Collier got an inkling of his own leadership potential as president of his fraternity at Bucknell. “It provided a transformative management, learning and growth opportunity,” he says. “As the president of Kappa Delta Rho I ‘managed’ and felt responsible for serving, and protecting, more than 100 people, as well as the brand, if you will, in the Bucknell world that was KDR. I took the job seriously and truly cared about the people and the environment in which we operated. It was very much like being the president of a business — from managing budgets, to handling the board, to the people-management challenges, to the surprise phone calls in the middle of the night and the like.”
Janego counts his relationship with Professor of Geography Richard Peterec among the most influential in his career. “Professor Peterec taught me the importance of looking at the world from a variety of perspectives,” he says. “To be honest, my most difficult decision was getting involved in this business in the first place. It certainly wasn’t the ‘safe’ route, and as a young person struggling to establish myself in the entertainment business, it was hard not to second-guess that decision on a daily basis. Bucknell really contributed to building my confidence that I could succeed in any profession I chose.”

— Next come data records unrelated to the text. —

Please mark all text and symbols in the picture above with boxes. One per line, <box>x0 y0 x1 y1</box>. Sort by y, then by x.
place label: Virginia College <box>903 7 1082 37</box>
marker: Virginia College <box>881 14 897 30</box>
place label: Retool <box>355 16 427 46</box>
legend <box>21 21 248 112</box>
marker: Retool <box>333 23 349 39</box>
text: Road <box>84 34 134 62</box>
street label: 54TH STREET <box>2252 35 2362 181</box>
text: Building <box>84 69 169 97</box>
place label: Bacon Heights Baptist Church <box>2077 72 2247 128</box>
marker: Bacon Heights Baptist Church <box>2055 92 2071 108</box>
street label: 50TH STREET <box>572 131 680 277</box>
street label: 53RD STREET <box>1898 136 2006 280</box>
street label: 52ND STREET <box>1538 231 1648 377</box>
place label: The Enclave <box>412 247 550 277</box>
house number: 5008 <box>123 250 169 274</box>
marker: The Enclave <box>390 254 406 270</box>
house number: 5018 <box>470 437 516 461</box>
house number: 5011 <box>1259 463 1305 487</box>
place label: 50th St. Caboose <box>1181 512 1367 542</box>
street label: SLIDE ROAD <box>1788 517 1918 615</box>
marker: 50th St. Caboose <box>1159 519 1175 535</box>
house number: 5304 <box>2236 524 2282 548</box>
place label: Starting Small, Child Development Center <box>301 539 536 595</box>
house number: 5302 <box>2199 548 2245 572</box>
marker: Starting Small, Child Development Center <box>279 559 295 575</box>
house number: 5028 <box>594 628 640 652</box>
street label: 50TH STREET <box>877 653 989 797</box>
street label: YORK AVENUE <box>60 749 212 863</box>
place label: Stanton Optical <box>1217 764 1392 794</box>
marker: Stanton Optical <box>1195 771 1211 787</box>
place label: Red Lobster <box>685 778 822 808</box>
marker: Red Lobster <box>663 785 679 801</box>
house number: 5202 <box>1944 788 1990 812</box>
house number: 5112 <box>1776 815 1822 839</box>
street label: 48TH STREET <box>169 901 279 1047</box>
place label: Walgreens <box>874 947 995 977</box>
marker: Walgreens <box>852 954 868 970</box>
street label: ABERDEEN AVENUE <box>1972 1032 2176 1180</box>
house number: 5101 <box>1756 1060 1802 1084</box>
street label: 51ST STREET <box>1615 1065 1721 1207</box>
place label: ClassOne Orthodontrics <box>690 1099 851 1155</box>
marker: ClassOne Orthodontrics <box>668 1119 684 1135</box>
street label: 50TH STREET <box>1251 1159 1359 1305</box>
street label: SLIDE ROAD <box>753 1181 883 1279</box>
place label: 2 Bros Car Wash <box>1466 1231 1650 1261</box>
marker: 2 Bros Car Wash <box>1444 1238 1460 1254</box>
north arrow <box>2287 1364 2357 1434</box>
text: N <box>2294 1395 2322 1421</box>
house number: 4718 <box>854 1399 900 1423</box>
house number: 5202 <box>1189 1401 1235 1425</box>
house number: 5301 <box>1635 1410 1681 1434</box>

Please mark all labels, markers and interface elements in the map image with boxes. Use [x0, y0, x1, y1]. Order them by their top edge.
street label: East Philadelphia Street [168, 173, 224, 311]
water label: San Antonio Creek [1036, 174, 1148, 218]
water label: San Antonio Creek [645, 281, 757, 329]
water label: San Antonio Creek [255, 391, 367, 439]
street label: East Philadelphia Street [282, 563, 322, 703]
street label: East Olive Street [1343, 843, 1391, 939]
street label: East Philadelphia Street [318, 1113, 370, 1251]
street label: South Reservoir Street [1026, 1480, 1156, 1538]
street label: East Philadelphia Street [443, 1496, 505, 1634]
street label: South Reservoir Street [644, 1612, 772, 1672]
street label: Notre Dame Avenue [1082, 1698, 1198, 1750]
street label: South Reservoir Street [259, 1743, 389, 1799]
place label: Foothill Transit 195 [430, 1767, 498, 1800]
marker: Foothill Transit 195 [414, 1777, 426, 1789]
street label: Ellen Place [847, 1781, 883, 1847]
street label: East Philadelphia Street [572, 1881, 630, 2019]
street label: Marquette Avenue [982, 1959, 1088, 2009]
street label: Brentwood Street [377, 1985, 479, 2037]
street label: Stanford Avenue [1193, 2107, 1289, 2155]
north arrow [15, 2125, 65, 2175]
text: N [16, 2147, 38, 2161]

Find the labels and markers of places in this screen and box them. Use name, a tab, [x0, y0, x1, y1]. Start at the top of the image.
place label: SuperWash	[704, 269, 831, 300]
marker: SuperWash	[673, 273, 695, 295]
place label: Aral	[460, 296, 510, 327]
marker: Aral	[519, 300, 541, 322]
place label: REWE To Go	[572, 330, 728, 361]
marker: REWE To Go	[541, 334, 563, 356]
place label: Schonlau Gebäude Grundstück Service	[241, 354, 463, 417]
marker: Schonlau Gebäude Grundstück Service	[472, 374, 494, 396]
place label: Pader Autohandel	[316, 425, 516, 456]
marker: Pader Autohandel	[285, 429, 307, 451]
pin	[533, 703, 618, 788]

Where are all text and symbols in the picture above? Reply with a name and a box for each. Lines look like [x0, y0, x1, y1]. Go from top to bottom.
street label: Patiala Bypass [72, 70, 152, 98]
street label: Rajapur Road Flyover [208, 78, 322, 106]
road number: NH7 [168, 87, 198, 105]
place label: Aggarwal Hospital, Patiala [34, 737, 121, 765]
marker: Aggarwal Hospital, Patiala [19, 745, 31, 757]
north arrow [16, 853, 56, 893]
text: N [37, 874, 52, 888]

“As a 9-year-old kid, I watched Raiders of the Lost Ark from the balcony of the Capitol Theatre in Owosso, Mich., and fell in love with going to the movies,” says Janego. Collier has vivid memories of watching The Manchurian Candidate and The Graduate at least 50 times with his father. “I remember watching shows or films where I was so moved that I wrote down what inspired me in hopes that I could one day reproduce it with my own original content,” he says.
Like many people, entertainment has been a touchstone in these Bucknellians’ lives. Now, watching their business decisions come alive on-screen is emotional, even transformative. It’s not entirely unlike how they felt as kids watching Indiana Jones snap his whip or Mrs. Robinson extend her stocking-clad leg. Quite possibly, it’s better.
“Witnessing new screenwriters sell their first script or getting their first movie made, collaborating with other writers and producers and striking upon a great idea, or sitting in an audience and watching people laugh, scream or cry while watching a movie we produced,” says Bender. “All inspire me to want to do it again and again.”